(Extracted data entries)
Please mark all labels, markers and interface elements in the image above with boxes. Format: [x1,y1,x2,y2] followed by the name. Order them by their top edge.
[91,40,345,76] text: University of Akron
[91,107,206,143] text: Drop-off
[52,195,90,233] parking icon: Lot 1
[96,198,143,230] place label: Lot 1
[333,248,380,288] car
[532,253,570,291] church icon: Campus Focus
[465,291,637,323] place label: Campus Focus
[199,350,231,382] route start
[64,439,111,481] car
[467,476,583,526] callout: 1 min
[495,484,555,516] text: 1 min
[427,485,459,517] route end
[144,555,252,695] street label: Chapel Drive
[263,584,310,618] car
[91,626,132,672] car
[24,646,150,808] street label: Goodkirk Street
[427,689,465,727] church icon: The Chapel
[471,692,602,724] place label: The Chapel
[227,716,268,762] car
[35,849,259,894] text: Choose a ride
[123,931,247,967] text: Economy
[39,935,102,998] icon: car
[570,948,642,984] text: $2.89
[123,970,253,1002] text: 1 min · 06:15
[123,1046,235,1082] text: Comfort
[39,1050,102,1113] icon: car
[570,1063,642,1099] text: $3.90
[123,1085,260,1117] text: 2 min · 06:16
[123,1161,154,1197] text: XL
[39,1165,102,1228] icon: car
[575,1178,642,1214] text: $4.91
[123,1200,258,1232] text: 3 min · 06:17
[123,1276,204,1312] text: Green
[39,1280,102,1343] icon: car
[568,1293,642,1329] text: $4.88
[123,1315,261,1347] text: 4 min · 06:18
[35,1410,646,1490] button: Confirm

**Problem requirements:** Retrieve each line of the data in which the word "icon" can be found.

**Answer for the task:**
[52,195,90,233] parking icon: Lot 1
[532,253,570,291] church icon: Campus Focus
[427,689,465,727] church icon: The Chapel
[39,935,102,998] icon: car
[39,1050,102,1113] icon: car
[39,1165,102,1228] icon: car
[39,1280,102,1343] icon: car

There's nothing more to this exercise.